About this exercise => Your reply should hold only the lines from the records below where "arrive" occurs.

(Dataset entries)
= = = =

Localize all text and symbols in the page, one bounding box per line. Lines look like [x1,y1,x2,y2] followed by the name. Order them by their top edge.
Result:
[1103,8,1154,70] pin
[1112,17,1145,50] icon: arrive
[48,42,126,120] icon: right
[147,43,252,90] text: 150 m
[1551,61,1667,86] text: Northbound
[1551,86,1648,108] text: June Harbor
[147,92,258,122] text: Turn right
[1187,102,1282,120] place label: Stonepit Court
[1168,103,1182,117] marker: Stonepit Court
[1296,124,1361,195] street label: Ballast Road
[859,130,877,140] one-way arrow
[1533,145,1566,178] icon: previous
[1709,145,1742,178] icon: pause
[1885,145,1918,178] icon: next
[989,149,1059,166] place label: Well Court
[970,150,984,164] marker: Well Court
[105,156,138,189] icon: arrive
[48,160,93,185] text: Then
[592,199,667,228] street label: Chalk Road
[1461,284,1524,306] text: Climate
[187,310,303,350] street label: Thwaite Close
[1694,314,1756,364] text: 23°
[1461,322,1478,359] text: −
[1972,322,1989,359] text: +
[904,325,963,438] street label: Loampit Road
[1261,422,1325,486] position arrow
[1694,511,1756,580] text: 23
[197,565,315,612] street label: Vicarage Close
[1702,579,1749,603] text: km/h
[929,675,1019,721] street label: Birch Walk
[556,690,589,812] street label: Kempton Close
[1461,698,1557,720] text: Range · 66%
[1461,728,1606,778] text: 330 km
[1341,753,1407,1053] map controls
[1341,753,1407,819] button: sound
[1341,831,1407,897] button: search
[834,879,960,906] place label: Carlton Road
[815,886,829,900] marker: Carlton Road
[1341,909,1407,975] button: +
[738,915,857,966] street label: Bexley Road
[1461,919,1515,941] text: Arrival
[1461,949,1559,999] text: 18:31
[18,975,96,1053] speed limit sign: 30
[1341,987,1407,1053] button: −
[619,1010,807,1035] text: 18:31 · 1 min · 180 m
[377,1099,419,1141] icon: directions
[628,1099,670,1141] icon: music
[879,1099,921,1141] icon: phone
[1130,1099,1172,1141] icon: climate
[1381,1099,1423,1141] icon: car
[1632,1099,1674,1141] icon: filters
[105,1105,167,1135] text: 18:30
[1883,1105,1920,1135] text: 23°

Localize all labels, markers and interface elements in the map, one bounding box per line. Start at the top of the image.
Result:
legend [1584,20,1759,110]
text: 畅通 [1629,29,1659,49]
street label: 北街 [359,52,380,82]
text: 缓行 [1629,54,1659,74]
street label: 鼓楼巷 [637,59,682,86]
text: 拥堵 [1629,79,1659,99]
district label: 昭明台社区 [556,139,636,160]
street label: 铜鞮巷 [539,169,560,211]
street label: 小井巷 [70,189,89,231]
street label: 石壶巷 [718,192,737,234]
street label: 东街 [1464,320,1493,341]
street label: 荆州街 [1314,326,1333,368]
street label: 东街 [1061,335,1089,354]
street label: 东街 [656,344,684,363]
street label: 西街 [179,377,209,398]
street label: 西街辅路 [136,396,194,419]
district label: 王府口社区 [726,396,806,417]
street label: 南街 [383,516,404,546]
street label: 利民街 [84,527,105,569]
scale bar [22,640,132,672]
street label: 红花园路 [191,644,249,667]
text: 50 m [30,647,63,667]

= = = =

Your response =>
[1112,17,1145,50] icon: arrive
[105,156,138,189] icon: arrive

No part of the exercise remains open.